START Supplied records
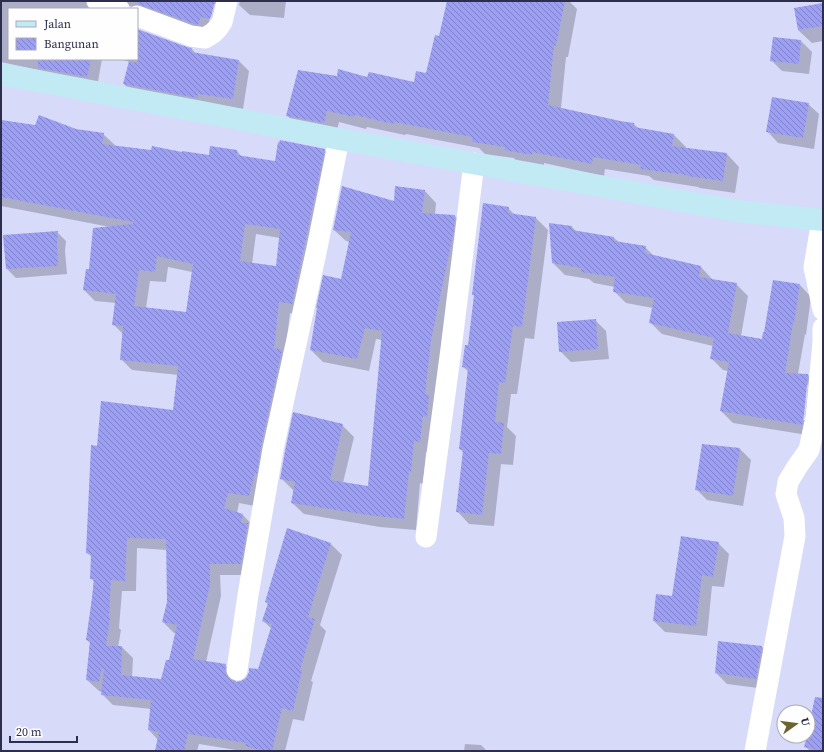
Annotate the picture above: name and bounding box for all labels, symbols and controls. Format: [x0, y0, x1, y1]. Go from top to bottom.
legend [8, 8, 138, 60]
text: Jalan [43, 16, 71, 32]
text: Bangunan [44, 36, 99, 52]
north arrow [776, 704, 816, 744]
text: U [797, 716, 813, 727]
scale bar [10, 718, 77, 744]
text: 20 m [16, 724, 42, 740]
END Supplied records
> **Work required**: Return all the data exactly, and keep the pictures out.

> **The answer**:
Annotate the picture above: name and bounding box for all labels, symbols and controls. Format: [x0, y0, x1, y1]. Go from top to bottom.
legend [8, 8, 138, 60]
text: Jalan [43, 16, 71, 32]
text: Bangunan [44, 36, 99, 52]
north arrow [776, 704, 816, 744]
text: U [797, 716, 813, 727]
scale bar [10, 718, 77, 744]
text: 20 m [16, 724, 42, 740]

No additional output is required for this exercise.